Others also expressed their support for Israel’s right to self defense, including Goff, who sent the Hillel center a letter on official USF letterhead with gold embossment saying he would “commit himself” to support U.S.-Israeli relations and Israel’s right to self-defense, signing off in “Bull Pride” as student body president.

Barry Berger, a visiting psychology professor from the University of Haifa, who lives in Israel and who has children who are Israeli military officials, some of whom are awaiting directives on the situation in Gaza, said that he, like many of the people he knows in Israel, simply want to see an end to the violence.

“Would it make it more appropriate if there were more casualties on the Israeli side?” he asked. “I’m happy there were not more Israeli casualties.
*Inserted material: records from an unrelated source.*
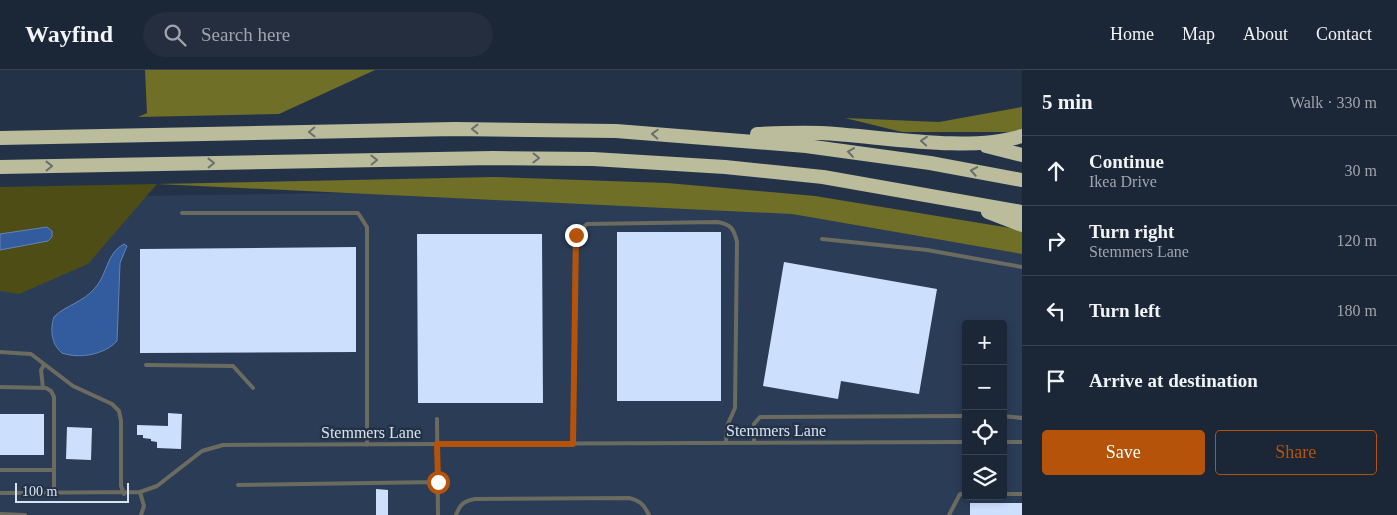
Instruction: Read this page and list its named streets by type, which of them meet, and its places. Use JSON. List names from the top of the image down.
{
  "streets": {
    "lane": ["Stemmers Lane"]
  },
  "scale_bar": "100 m",
  "page": {
    "header": "Wayfind",
    "search": "Search here",
    "nav": [
      "Home",
      "Map",
      "About",
      "Contact"
    ],
    "heading": ["5 min", "Walk · 330 m"],
    "list": [
      ["Continue", "Ikea Drive", "30 m"],
      ["Turn right", "Stemmers Lane", "120 m"],
      ["Turn left", "180 m"],
      "Arrive at destination"
    ],
    "map_buttons": ["+", "−"],
    "buttons": ["Save", "Share"],
    "scale": "100 m"
  }
}
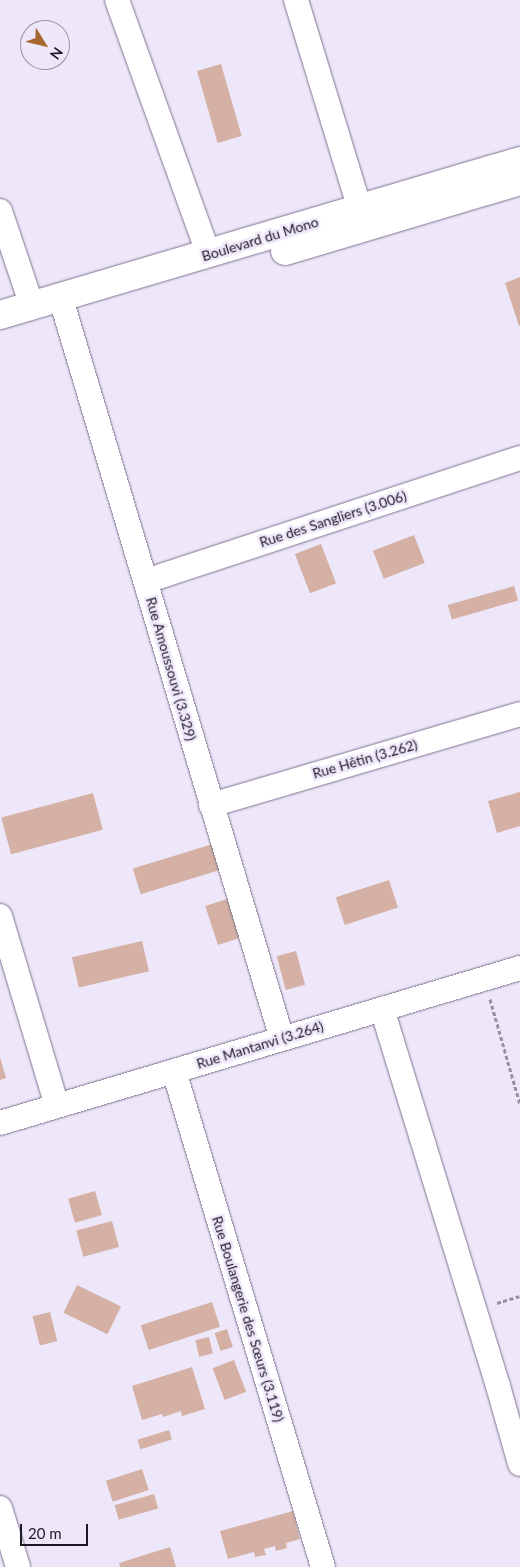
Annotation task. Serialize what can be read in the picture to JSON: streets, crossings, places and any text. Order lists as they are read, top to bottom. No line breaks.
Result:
{"streets":{"main road":["Boulevard du Mono"],"street":["Rue des Sangliers (3.006)","Rue Amoussouvi (3.329)","Rue Hêtin (3.262)","Rue Mantanvi (3.264)","Rue Boulangerie des Sœurs (3.119)"]},"crossings":[["Boulevard du Mono","Rue Amoussouvi (3.329)"],["Rue des Sangliers (3.006)","Rue Amoussouvi (3.329)"],["Rue Amoussouvi (3.329)","Rue Hêtin (3.262)"],["Rue Amoussouvi (3.329)","Rue Mantanvi (3.264)"],["Rue Mantanvi (3.264)","Rue Boulangerie des Sœurs (3.119)"]],"scale_bar":"20 m","north":"bottom right"}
I wish there were fewer on the other side, too.”

Berger said living in a war zone for so long has made him grow accustomed to atrocities on all sides.

“What’s in it for us to stop a pregnant woman to get to a hospital?” he asked. “What’s in it for us to stop an elderly person from crossing the border? We’ve been sucked into it. ... Look at what it’s made me do. It’s corrupted me. War dehumanizes the occupier as well.”

But, he said, the Israelis should have the right to remain on their ancestral homeland that was agreed upon in 1967.

Moti Feldman, who served in the Israeli army as a 17-year-old in 1967, said he thinks the root of the conflict starts in teaching hatred at home. He said he remembers entering schools at the time to see young children creating drawings in class of knives and blood.

“At that age they should be drawing flowers and happy things,” he said.

Michael Kalmowicz, a sophomore majoring in political science and president of advocacy for the Hillel center, encouraged supporters of Israel to be respectful to protestors for Palestine.

“They’ve been respectful,” he said. “Let them be. It’s freedom of speech. Don’t address them, and if they address you, tell them you don’t want to talk about it. It creates conflict, and we don’t want to create conflict or negative attention. ... If we can’t make peace on campus, how can we make peace in Gaza?”

Feldman said ending the conflict would require more than just discussions at a table, but an appeal to humanity.

“We’re cousins,” he said. “At the end of the day, we are just family fighting family.”